__Input__:
<<<<

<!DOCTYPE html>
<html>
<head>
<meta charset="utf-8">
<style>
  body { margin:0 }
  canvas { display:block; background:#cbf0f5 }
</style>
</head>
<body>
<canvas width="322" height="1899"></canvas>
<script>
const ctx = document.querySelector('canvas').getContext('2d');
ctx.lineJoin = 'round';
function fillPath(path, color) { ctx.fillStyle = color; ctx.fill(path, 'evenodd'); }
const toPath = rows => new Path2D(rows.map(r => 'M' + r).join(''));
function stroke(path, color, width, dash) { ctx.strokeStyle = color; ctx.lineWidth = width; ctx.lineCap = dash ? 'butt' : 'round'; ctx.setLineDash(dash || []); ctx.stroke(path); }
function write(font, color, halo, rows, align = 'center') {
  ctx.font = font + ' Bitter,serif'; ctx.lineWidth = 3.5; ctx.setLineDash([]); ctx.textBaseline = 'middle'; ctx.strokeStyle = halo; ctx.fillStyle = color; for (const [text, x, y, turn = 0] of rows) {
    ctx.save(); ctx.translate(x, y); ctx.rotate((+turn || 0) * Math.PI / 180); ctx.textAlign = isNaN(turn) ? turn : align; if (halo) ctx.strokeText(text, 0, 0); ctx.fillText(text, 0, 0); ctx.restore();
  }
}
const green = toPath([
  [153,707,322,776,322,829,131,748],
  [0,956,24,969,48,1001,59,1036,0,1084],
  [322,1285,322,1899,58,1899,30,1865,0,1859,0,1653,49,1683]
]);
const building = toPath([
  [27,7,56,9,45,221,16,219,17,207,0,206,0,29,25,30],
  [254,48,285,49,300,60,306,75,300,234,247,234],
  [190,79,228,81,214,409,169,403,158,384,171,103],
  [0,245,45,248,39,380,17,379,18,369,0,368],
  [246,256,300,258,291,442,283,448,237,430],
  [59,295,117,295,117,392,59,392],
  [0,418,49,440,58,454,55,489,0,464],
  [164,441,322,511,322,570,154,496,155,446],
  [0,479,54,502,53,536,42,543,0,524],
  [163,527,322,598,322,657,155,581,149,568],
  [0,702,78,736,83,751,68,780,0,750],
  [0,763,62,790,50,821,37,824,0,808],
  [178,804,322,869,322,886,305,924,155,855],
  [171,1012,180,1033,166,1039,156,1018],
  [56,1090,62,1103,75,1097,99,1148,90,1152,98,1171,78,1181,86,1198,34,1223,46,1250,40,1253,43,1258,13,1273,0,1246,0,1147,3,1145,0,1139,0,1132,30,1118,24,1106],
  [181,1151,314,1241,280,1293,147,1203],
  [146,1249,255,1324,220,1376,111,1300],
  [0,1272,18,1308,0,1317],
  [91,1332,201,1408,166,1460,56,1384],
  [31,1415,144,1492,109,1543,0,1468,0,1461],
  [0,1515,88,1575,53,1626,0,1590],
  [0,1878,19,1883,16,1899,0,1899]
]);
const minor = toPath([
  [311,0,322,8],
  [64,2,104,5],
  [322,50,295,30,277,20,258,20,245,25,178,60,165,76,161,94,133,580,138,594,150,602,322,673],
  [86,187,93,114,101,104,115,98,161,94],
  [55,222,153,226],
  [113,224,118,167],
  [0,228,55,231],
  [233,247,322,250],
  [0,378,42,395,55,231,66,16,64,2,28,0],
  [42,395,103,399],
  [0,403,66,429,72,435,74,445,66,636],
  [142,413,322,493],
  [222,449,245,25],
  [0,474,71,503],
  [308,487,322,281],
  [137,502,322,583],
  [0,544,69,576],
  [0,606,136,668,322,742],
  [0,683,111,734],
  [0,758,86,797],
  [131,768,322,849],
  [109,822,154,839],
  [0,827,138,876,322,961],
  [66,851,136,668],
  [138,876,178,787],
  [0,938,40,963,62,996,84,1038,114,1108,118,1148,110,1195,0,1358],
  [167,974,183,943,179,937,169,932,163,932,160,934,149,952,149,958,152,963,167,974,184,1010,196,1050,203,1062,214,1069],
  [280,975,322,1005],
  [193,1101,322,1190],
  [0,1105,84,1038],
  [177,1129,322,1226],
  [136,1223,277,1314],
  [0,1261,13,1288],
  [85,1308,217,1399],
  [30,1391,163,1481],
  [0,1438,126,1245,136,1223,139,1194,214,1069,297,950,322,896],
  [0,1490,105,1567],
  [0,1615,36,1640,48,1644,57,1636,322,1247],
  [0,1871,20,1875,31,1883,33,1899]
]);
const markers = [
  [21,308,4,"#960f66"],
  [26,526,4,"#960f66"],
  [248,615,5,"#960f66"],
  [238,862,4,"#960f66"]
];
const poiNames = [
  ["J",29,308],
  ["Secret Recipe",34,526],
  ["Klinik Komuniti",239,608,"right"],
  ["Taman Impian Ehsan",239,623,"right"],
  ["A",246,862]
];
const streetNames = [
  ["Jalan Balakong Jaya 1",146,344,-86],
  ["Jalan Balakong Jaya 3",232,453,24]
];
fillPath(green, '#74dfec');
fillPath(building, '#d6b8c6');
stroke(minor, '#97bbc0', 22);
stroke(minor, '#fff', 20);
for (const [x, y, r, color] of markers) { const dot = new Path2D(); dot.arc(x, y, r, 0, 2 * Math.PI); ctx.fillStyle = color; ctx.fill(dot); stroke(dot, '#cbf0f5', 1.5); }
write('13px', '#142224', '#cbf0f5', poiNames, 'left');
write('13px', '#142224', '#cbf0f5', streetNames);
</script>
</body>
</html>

>>>>
<<<<

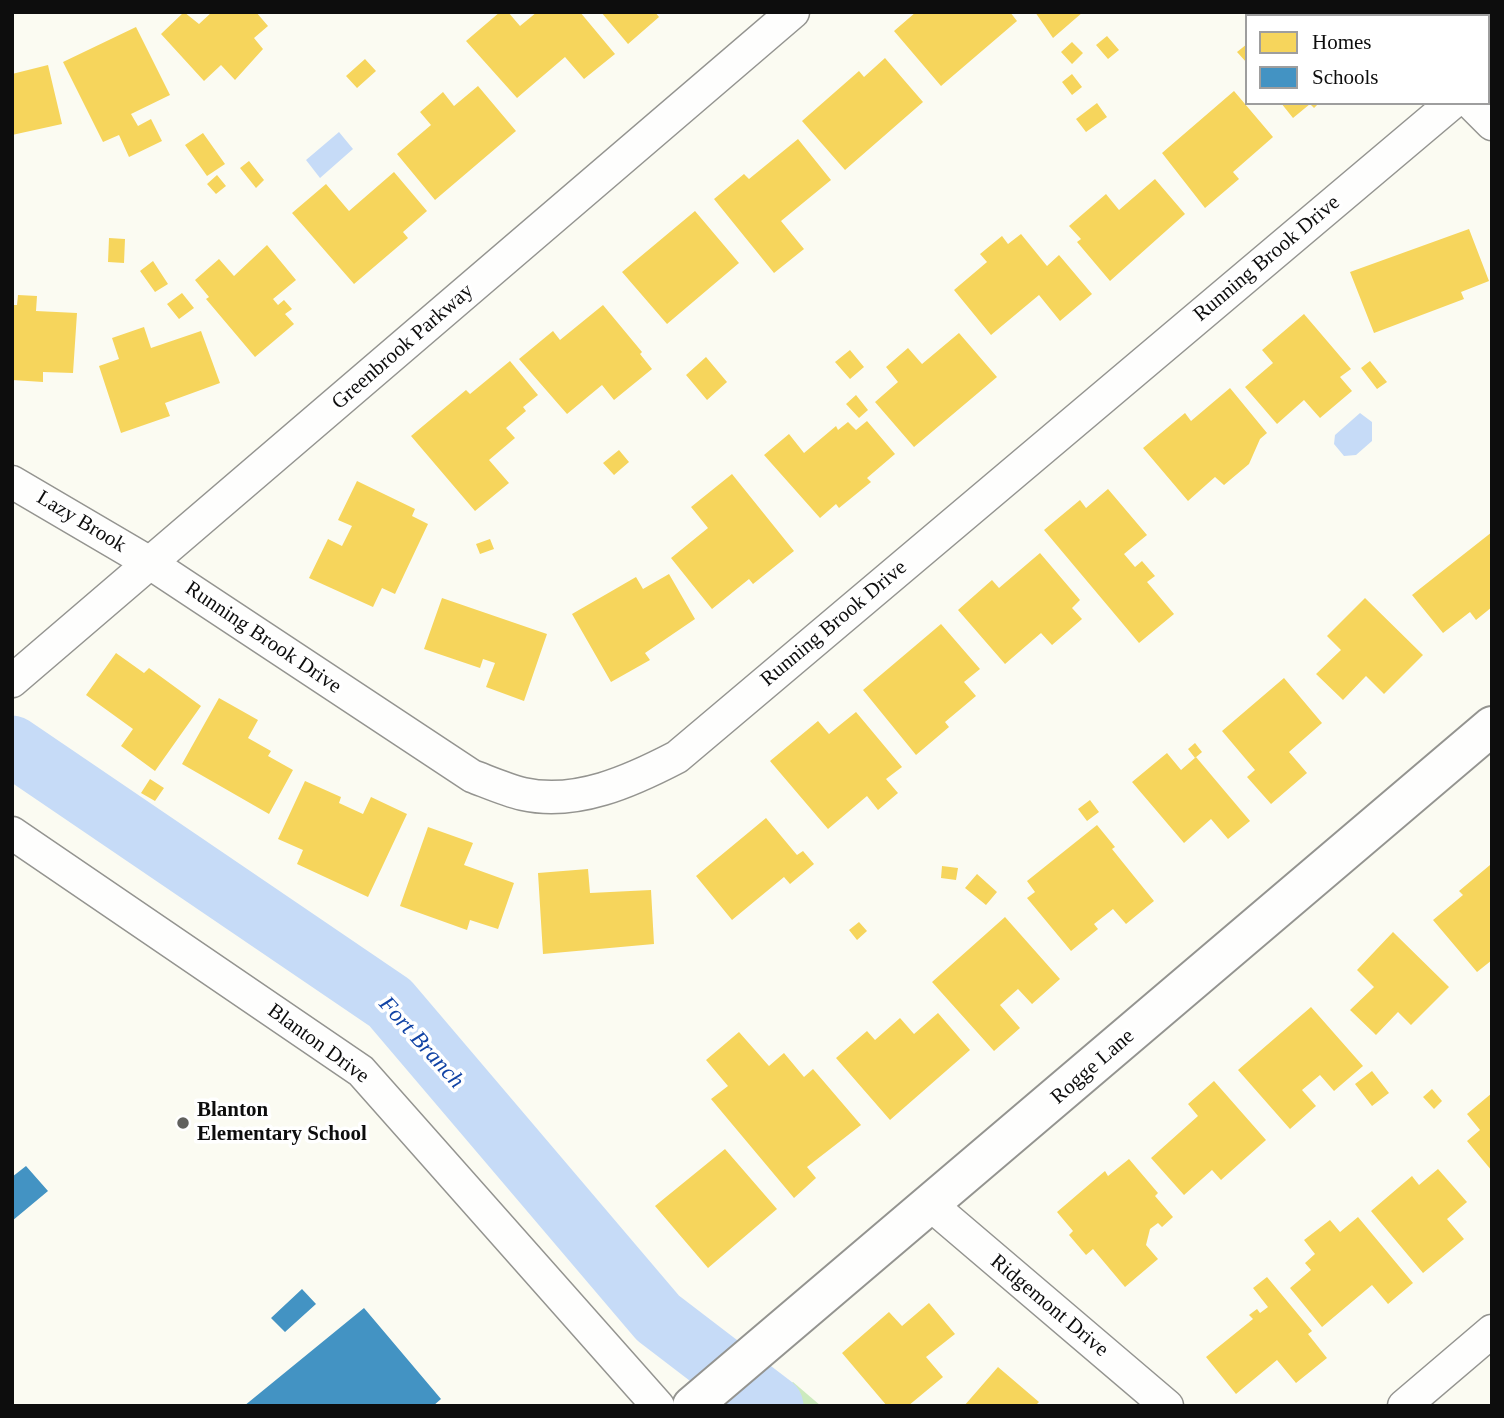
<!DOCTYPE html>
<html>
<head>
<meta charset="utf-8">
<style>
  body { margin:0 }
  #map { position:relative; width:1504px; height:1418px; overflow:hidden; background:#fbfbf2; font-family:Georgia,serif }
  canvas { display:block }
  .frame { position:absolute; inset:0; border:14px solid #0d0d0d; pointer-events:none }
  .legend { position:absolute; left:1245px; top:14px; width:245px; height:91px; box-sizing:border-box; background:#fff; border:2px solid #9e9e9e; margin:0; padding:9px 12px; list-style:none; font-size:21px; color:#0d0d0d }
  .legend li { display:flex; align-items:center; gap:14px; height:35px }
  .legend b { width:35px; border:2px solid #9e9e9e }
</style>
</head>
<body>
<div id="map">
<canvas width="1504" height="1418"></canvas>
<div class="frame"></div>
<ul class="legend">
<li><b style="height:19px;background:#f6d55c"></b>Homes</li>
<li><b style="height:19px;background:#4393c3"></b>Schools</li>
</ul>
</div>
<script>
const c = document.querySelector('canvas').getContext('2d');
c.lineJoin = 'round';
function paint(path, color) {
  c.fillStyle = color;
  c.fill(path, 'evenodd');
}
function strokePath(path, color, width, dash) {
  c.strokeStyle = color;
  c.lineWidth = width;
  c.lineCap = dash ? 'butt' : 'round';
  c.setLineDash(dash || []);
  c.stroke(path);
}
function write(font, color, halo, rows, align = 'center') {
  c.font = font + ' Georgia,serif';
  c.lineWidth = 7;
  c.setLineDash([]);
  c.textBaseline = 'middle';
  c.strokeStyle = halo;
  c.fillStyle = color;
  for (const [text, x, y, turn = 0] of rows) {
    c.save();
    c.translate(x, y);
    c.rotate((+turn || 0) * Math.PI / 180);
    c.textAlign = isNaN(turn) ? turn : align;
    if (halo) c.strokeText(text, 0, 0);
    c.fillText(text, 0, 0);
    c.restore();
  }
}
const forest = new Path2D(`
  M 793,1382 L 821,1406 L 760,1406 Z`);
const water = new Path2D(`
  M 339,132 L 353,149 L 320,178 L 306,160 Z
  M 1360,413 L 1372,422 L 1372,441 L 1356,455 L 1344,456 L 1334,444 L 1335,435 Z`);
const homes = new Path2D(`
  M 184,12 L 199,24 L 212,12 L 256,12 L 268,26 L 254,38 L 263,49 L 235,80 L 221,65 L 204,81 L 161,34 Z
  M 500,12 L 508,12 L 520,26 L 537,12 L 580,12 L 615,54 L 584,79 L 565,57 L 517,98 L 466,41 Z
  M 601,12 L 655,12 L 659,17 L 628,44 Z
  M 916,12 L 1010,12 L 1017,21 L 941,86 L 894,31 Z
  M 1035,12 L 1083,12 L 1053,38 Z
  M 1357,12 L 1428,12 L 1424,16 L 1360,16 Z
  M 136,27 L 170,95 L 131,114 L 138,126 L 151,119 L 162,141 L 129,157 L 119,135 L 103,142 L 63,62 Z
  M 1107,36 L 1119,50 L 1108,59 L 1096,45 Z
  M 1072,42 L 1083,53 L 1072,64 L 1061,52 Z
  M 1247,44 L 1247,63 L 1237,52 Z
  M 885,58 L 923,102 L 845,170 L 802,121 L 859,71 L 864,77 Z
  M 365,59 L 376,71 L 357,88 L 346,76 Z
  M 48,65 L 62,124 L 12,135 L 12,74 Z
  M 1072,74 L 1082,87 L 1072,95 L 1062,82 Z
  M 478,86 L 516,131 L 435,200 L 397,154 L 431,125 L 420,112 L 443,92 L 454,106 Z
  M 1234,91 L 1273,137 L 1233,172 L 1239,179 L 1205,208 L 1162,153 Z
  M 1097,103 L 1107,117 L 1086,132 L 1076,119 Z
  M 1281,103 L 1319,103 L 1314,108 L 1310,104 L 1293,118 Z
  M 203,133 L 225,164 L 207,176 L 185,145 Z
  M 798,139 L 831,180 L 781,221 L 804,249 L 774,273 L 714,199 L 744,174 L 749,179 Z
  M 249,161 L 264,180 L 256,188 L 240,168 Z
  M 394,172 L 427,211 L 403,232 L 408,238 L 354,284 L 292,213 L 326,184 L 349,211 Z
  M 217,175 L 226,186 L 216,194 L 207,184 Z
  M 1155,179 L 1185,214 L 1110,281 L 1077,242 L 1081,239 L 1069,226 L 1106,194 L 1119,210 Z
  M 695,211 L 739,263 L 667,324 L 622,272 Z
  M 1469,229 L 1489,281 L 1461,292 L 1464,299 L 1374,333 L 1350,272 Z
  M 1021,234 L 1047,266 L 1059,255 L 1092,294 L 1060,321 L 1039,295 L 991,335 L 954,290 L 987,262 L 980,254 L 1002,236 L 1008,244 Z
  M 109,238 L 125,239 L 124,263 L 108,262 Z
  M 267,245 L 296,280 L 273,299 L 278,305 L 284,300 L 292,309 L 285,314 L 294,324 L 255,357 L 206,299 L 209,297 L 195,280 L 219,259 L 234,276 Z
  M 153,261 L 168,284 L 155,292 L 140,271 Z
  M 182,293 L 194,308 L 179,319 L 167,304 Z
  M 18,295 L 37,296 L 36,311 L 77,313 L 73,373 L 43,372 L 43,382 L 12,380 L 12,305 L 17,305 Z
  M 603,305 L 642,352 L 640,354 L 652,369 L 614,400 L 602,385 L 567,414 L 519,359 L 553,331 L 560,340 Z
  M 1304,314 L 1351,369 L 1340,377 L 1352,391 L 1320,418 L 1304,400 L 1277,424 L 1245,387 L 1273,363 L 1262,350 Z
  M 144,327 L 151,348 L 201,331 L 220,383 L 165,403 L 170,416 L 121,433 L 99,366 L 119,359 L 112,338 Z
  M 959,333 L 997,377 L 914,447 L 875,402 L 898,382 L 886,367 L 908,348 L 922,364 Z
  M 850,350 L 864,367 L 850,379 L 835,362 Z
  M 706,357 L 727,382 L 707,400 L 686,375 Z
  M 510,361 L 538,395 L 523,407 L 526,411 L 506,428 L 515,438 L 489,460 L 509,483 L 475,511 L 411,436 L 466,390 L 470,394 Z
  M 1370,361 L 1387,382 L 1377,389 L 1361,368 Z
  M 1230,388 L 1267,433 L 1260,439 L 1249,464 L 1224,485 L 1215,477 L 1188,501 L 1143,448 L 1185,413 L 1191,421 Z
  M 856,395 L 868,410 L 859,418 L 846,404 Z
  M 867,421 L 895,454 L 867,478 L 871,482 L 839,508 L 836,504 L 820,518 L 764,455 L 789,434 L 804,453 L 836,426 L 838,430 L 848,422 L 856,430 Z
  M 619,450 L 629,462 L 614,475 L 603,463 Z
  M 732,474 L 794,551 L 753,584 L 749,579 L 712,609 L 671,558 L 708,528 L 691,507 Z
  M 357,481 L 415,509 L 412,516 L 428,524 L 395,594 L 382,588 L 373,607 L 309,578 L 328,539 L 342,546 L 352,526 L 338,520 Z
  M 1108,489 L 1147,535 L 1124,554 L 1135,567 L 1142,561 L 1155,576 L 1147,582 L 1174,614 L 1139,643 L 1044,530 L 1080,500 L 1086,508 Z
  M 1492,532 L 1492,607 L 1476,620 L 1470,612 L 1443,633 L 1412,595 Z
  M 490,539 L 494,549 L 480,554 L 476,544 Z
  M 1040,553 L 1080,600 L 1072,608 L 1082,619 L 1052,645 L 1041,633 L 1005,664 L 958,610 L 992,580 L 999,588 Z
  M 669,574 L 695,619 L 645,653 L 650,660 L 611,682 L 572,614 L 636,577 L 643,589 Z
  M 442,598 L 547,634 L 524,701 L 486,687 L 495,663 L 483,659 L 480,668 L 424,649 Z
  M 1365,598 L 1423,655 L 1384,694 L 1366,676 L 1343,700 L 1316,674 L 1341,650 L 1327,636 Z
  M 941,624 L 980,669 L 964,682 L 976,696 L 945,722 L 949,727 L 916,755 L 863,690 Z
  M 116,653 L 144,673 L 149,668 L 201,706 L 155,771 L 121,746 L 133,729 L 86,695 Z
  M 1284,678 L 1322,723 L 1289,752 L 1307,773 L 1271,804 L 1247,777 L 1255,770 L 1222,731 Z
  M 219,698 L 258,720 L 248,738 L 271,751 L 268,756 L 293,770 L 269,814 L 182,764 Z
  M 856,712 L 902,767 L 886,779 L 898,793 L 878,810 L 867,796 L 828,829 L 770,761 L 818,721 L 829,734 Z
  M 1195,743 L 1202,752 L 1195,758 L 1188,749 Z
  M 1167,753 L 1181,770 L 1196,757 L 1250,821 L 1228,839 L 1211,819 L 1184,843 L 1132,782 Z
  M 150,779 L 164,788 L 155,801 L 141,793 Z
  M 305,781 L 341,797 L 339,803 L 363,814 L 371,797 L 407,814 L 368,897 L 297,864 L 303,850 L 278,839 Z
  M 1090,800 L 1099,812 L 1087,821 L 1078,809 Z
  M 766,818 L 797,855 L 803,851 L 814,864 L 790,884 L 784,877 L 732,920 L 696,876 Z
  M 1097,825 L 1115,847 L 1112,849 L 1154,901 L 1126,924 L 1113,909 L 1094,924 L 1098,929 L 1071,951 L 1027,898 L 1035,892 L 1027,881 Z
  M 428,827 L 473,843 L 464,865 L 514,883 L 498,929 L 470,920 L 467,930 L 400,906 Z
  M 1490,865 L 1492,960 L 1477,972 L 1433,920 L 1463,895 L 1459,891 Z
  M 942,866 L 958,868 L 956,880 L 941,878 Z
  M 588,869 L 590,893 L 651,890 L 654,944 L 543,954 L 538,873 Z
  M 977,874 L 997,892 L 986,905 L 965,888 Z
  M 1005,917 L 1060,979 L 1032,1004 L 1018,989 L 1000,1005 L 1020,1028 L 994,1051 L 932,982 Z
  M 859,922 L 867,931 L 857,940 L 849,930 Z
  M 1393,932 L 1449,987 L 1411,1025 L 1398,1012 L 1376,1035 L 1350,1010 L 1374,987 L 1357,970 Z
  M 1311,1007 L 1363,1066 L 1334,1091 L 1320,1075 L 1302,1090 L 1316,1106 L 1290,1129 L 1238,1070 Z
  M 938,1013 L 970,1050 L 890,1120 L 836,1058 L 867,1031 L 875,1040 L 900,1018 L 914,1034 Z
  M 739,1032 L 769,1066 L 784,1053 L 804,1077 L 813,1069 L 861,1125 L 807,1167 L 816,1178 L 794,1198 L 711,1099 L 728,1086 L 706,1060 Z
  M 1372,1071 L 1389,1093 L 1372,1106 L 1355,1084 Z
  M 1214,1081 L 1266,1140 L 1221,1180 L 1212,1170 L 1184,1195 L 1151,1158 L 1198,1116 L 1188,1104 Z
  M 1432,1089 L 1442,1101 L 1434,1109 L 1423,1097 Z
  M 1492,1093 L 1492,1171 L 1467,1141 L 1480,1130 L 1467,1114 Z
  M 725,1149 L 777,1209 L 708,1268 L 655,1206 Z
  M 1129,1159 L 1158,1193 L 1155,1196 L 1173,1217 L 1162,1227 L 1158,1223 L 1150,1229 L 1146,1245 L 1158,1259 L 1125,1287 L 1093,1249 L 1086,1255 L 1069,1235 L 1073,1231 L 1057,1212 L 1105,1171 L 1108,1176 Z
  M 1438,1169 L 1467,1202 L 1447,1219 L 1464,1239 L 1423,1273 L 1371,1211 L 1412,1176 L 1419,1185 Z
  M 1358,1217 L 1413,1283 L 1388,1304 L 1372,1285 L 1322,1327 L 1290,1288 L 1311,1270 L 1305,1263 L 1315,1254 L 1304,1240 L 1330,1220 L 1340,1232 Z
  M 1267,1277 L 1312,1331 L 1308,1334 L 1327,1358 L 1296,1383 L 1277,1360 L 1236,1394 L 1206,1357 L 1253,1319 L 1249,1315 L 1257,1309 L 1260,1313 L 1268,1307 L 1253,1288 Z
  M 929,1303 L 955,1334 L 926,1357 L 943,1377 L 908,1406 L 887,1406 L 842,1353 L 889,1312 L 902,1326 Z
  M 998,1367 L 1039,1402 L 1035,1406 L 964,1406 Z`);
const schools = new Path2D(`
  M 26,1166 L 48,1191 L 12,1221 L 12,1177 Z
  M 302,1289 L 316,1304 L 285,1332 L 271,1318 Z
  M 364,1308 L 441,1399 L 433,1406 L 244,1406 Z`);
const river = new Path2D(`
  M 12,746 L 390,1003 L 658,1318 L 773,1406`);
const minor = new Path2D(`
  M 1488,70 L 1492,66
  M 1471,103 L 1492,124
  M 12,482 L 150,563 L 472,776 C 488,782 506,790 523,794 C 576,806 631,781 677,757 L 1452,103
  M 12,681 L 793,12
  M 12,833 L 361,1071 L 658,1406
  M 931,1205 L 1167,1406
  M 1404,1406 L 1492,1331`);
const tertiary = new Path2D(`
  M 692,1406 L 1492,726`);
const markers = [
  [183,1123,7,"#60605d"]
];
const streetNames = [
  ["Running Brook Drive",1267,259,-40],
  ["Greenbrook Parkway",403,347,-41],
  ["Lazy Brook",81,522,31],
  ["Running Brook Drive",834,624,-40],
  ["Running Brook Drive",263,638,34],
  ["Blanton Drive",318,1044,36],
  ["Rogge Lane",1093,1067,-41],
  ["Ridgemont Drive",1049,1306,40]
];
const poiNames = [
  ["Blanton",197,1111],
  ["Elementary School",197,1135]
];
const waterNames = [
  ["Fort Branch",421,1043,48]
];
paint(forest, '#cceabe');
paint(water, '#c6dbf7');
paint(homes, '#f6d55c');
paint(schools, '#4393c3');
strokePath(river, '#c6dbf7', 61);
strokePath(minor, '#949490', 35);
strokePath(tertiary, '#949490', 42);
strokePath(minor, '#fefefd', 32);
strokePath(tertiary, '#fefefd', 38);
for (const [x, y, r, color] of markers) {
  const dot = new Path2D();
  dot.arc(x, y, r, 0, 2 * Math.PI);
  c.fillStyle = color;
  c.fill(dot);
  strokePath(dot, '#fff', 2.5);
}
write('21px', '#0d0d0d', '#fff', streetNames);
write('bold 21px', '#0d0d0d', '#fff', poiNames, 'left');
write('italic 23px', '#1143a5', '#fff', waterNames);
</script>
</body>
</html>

>>>>

__Exercise directions__: Examine the entries and say how many of their lines hold the word "lineJoin". No other words should accompany the number.

__Expected answer__: 2